● **AIM OF THE TASK**: Report each line below that carries the word "lists".

(Data extracted from a collection)
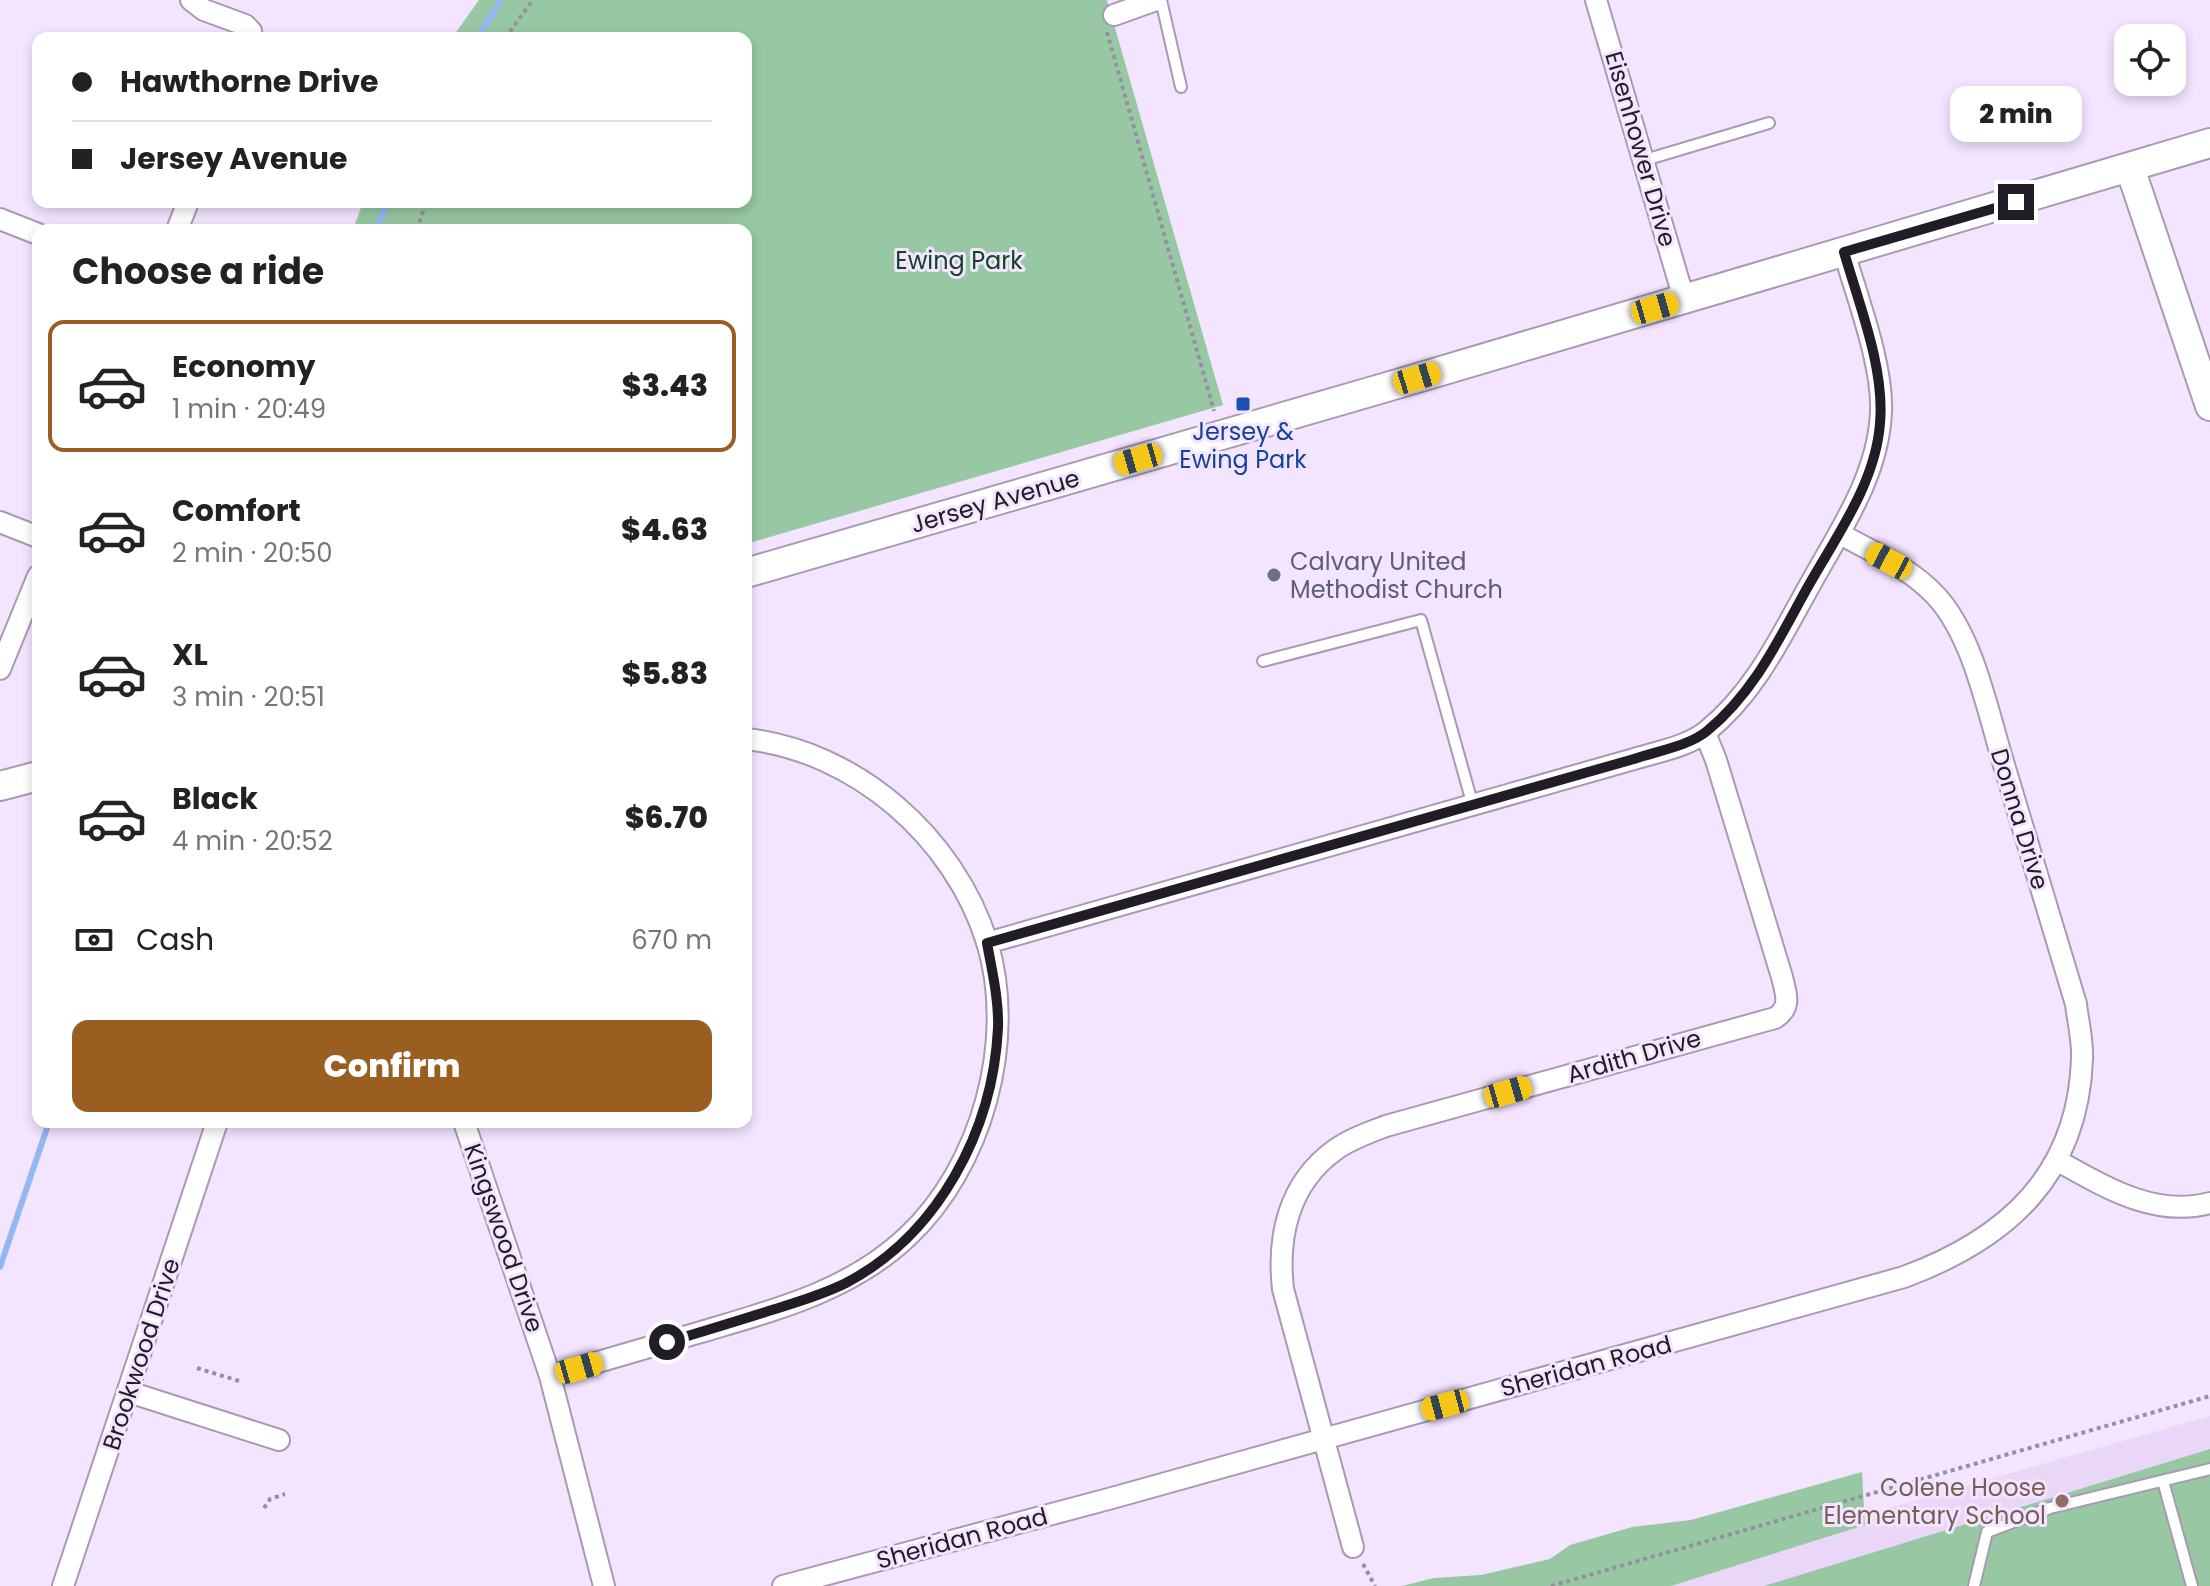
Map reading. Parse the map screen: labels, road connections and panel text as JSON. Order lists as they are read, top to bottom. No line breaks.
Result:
{"streets":{"street":["Eisenhower Drive","Jersey Avenue","Donna Drive","Ardith Drive","Kingswood Drive","Brookwood Drive","Sheridan Road"]},"crossings":[["Eisenhower Drive","Jersey Avenue"],["Donna Drive","Sheridan Road"],["Ardith Drive","Sheridan Road"]],"parks":["Ewing Park"],"places":{"transit":["Jersey & Ewing Park"],"other":["Calvary United Methodist Church","Colene Hoose Elementary School"]},"page":{"banner":["Hawthorne Drive","Jersey Avenue"],"bubble":"2 min","heading":"Choose a ride","list":[{"name":"Economy","note":"1 min · 20:49","value":"$3.43"},{"name":"Comfort","note":"2 min · 20:50","value":"$4.63"},{"name":"XL","note":"3 min · 20:51","value":"$5.83"},{"name":"Black","note":"4 min · 20:52","value":"$6.70"}],"pay":["Cash","670 m"],"buttons":"Confirm"}}
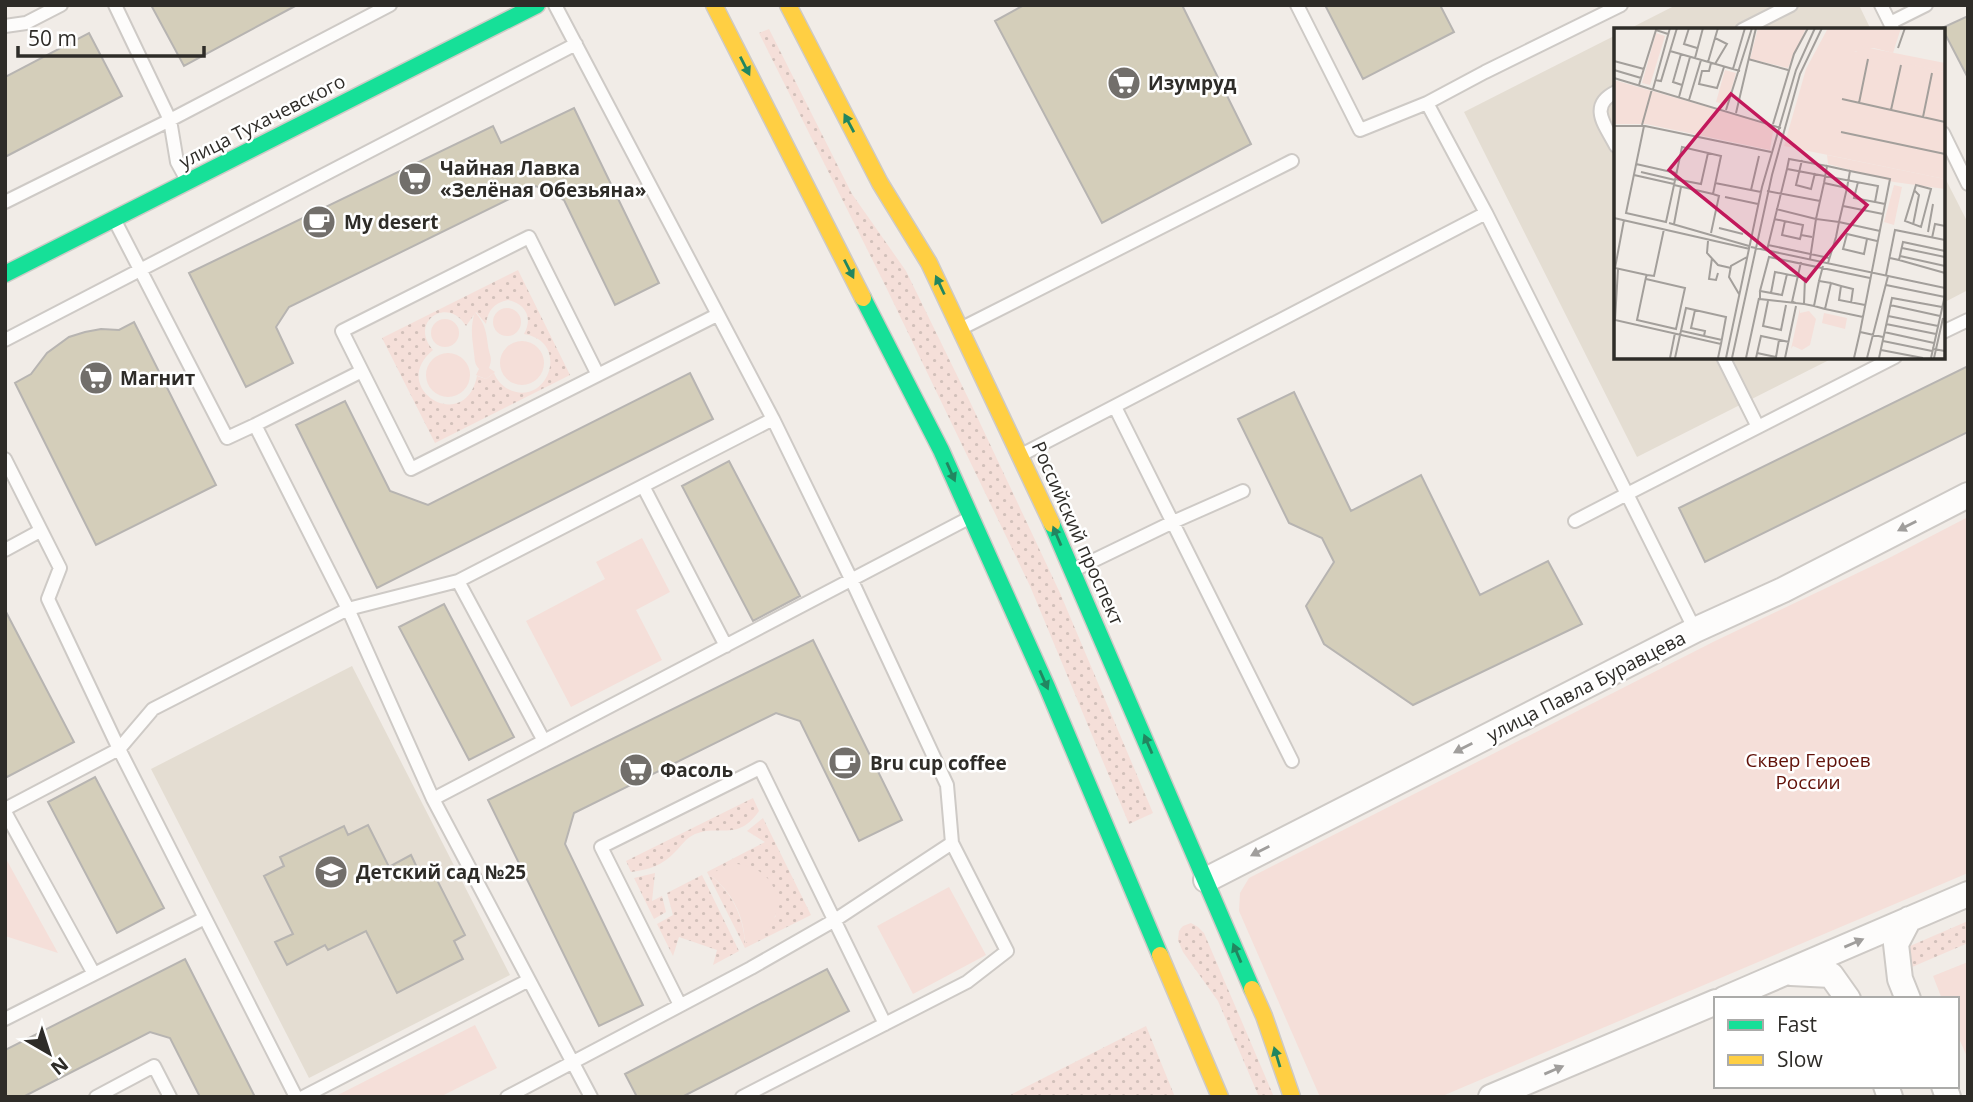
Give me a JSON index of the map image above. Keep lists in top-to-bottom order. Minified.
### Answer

● **REPLY**:
Map reading. Parse the map screen: labels, road connections and panel text as JSON. Order lists as they are read, top to bottom. No line breaks.
Give me a JSON index of the map image above. Keep lists in top-to-bottom order. Minified.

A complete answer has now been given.